** Work to complete **
Reproduce all records word for word.

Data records

+ + + +

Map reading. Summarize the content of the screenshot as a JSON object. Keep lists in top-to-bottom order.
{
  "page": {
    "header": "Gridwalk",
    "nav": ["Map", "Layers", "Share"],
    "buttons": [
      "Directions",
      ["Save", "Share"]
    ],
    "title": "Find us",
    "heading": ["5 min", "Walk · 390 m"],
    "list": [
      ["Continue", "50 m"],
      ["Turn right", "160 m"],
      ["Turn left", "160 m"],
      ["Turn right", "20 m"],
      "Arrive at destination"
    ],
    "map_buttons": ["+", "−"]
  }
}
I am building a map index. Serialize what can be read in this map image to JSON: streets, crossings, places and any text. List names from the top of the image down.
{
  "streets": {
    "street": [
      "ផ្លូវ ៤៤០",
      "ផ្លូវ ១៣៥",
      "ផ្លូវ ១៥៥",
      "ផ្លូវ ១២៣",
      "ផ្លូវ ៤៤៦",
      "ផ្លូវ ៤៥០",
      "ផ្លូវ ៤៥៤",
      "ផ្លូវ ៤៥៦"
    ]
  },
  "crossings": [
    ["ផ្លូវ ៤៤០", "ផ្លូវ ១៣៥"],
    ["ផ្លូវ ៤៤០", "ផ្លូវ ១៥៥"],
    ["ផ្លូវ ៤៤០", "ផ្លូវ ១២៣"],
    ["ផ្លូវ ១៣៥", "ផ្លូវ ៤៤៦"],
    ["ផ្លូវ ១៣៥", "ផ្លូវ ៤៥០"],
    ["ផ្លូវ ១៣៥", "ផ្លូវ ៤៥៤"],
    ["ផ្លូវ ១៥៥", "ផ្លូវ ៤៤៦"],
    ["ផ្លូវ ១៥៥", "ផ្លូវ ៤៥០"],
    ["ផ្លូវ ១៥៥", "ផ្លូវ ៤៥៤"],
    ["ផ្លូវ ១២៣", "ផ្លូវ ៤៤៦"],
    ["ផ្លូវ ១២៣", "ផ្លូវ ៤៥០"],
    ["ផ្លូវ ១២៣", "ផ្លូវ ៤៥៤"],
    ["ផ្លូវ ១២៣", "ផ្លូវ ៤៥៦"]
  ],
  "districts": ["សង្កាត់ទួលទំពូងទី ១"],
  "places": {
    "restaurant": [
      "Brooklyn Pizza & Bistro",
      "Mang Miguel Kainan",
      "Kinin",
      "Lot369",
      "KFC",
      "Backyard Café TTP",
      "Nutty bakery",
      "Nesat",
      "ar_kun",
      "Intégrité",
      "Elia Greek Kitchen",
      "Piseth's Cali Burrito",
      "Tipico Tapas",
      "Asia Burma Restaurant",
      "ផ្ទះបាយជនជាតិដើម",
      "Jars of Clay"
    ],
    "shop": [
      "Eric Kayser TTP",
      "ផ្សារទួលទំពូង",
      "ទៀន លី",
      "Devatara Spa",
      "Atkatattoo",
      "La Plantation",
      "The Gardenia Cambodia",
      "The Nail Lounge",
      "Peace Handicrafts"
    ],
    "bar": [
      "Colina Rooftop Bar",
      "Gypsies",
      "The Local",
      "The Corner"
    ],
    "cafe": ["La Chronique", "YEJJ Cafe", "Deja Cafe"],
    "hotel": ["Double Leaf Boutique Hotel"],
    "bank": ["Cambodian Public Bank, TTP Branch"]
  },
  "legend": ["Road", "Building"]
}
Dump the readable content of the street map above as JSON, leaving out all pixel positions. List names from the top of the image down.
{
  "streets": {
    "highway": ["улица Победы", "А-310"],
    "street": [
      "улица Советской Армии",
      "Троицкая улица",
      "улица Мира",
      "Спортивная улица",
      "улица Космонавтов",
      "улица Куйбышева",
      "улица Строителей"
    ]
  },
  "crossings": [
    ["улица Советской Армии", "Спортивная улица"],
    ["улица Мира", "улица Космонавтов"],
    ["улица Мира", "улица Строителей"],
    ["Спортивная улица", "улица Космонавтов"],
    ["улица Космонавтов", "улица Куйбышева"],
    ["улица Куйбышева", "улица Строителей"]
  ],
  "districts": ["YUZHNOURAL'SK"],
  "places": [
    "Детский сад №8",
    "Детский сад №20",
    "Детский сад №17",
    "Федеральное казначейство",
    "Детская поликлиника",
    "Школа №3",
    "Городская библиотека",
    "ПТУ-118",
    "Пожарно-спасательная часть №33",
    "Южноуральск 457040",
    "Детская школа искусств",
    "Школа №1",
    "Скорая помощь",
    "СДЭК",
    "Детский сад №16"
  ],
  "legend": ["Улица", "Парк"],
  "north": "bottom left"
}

+ + + +

** Written reply **
Map reading. Summarize the content of the screenshot as a JSON object. Keep lists in top-to-bottom order.
{
  "page": {
    "header": "Gridwalk",
    "nav": ["Map", "Layers", "Share"],
    "buttons": [
      "Directions",
      ["Save", "Share"]
    ],
    "title": "Find us",
    "heading": ["5 min", "Walk · 390 m"],
    "list": [
      ["Continue", "50 m"],
      ["Turn right", "160 m"],
      ["Turn left", "160 m"],
      ["Turn right", "20 m"],
      "Arrive at destination"
    ],
    "map_buttons": ["+", "−"]
  }
}
I am building a map index. Serialize what can be read in this map image to JSON: streets, crossings, places and any text. List names from the top of the image down.
{
  "streets": {
    "street": [
      "ផ្លូវ ៤៤០",
      "ផ្លូវ ១៣៥",
      "ផ្លូវ ១៥៥",
      "ផ្លូវ ១២៣",
      "ផ្លូវ ៤៤៦",
      "ផ្លូវ ៤៥០",
      "ផ្លូវ ៤៥៤",
      "ផ្លូវ ៤៥៦"
    ]
  },
  "crossings": [
    ["ផ្លូវ ៤៤០", "ផ្លូវ ១៣៥"],
    ["ផ្លូវ ៤៤០", "ផ្លូវ ១៥៥"],
    ["ផ្លូវ ៤៤០", "ផ្លូវ ១២៣"],
    ["ផ្លូវ ១៣៥", "ផ្លូវ ៤៤៦"],
    ["ផ្លូវ ១៣៥", "ផ្លូវ ៤៥០"],
    ["ផ្លូវ ១៣៥", "ផ្លូវ ៤៥៤"],
    ["ផ្លូវ ១៥៥", "ផ្លូវ ៤៤៦"],
    ["ផ្លូវ ១៥៥", "ផ្លូវ ៤៥០"],
    ["ផ្លូវ ១៥៥", "ផ្លូវ ៤៥៤"],
    ["ផ្លូវ ១២៣", "ផ្លូវ ៤៤៦"],
    ["ផ្លូវ ១២៣", "ផ្លូវ ៤៥០"],
    ["ផ្លូវ ១២៣", "ផ្លូវ ៤៥៤"],
    ["ផ្លូវ ១២៣", "ផ្លូវ ៤៥៦"]
  ],
  "districts": ["សង្កាត់ទួលទំពូងទី ១"],
  "places": {
    "restaurant": [
      "Brooklyn Pizza & Bistro",
      "Mang Miguel Kainan",
      "Kinin",
      "Lot369",
      "KFC",
      "Backyard Café TTP",
      "Nutty bakery",
      "Nesat",
      "ar_kun",
      "Intégrité",
      "Elia Greek Kitchen",
      "Piseth's Cali Burrito",
      "Tipico Tapas",
      "Asia Burma Restaurant",
      "ផ្ទះបាយជនជាតិដើម",
      "Jars of Clay"
    ],
    "shop": [
      "Eric Kayser TTP",
      "ផ្សារទួលទំពូង",
      "ទៀន លី",
      "Devatara Spa",
      "Atkatattoo",
      "La Plantation",
      "The Gardenia Cambodia",
      "The Nail Lounge",
      "Peace Handicrafts"
    ],
    "bar": [
      "Colina Rooftop Bar",
      "Gypsies",
      "The Local",
      "The Corner"
    ],
    "cafe": ["La Chronique", "YEJJ Cafe", "Deja Cafe"],
    "hotel": ["Double Leaf Boutique Hotel"],
    "bank": ["Cambodian Public Bank, TTP Branch"]
  },
  "legend": ["Road", "Building"]
}
Dump the readable content of the street map above as JSON, leaving out all pixel positions. List names from the top of the image down.
{
  "streets": {
    "highway": ["улица Победы", "А-310"],
    "street": [
      "улица Советской Армии",
      "Троицкая улица",
      "улица Мира",
      "Спортивная улица",
      "улица Космонавтов",
      "улица Куйбышева",
      "улица Строителей"
    ]
  },
  "crossings": [
    ["улица Советской Армии", "Спортивная улица"],
    ["улица Мира", "улица Космонавтов"],
    ["улица Мира", "улица Строителей"],
    ["Спортивная улица", "улица Космонавтов"],
    ["улица Космонавтов", "улица Куйбышева"],
    ["улица Куйбышева", "улица Строителей"]
  ],
  "districts": ["YUZHNOURAL'SK"],
  "places": [
    "Детский сад №8",
    "Детский сад №20",
    "Детский сад №17",
    "Федеральное казначейство",
    "Детская поликлиника",
    "Школа №3",
    "Городская библиотека",
    "ПТУ-118",
    "Пожарно-спасательная часть №33",
    "Южноуральск 457040",
    "Детская школа искусств",
    "Школа №1",
    "Скорая помощь",
    "СДЭК",
    "Детский сад №16"
  ],
  "legend": ["Улица", "Парк"],
  "north": "bottom left"
}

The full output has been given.